Most of my firearms and crossbows are set up with quick detachable swivel studs and I have a variety of slings depending on the situation and firearm.

For range trips and transport in my vehicle I have hard shell cases padded with foam. Old guns get tossed in with the lose gear and I have never noticed any of my old surplus guns going off zero due to speed bumps.

Modern scopes are not nearly as fragile as one would think. Scopes have now seen 500 years of development and 250 years use on military weapons. Red dot reflex sights have had 100 years use on the battle field. Most of the devices are more rugged than the people carrying them.

The addition of optics to almost every military inventory attests to this. I believe your present Enfield was designed with a built in scope. The use of optics by the US military is so widespread that seeing a rifle without optics is unusual. They seem to have held up well under the rigors of combat so I doubt that anything I can do walking from the house to the field will affect them much.

I sent a "red dot" optical device to my Son in a "care package" while he was in Iraq back in '05. Even that cheap $50 sight held up under use on a SAW, and he took it back when deployed for a second tour.

Were I to bounce one off the concrete to the point that I was suspect of damage I do have both laser and optical bore sighters to get back on zero. I set up new guns and change my setups so often I depend on the devices to get me on zero quickly with minimal ammo expended.

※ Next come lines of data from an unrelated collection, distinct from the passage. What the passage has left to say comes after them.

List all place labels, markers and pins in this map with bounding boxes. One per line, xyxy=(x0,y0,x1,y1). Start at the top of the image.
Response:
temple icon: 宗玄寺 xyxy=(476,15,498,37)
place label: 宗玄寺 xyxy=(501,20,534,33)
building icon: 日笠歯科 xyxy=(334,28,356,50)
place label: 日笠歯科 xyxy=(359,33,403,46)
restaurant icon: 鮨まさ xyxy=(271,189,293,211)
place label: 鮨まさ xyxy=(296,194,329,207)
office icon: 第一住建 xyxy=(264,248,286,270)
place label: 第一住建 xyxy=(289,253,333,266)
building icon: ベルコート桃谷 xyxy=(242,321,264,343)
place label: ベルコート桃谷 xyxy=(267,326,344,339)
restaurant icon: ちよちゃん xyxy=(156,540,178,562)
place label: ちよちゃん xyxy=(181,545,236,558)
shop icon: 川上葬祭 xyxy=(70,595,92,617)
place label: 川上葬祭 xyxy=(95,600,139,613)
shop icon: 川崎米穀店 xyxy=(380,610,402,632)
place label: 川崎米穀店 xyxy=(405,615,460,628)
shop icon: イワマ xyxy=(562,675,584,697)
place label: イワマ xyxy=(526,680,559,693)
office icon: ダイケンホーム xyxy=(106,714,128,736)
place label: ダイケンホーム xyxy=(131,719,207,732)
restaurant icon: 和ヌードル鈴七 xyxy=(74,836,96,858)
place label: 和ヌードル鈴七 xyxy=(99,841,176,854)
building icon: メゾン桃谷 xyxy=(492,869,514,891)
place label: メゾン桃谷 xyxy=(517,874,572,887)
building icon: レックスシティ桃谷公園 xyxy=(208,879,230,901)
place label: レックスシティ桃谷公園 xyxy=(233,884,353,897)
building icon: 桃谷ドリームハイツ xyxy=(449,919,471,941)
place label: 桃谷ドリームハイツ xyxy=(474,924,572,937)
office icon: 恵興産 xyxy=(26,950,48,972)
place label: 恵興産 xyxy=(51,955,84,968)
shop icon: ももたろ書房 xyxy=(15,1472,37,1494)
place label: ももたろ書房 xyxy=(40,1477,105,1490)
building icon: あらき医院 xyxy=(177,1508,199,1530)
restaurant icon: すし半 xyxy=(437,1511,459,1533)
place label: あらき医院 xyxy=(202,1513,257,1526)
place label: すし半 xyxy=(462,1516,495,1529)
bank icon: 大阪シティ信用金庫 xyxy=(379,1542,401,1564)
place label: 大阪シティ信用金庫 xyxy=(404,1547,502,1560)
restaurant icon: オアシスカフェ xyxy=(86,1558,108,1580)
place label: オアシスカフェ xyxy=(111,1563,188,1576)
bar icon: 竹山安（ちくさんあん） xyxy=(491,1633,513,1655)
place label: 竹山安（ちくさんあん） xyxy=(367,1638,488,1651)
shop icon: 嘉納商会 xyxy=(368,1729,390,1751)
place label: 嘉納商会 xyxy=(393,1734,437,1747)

If your scopes will not hold zero you need to be looking for better glass, better mounts or better adhesives.

I have found over the years that most scope problems are not "scope related", they are due to mount screws shooting lose or mounts shifting under recoil. Proper mounting with the use of proper adhesives on the screws is mandatory.

While I am not a scope snob that insists on paying twice as much for a scope as I do for a rifle I do suggest that one get off the bottom of the scope market if one is shooting a good quality rifle or putting their life and table fare on the line. Many of the cheap scopes (less than 20 pounds) will fall apart in your hands after a few rounds.

Even with that warning there are some real low cost jewels out there made by Barska, NcStar, Beman and a few other firms. Just do not buy their bottom line efforts.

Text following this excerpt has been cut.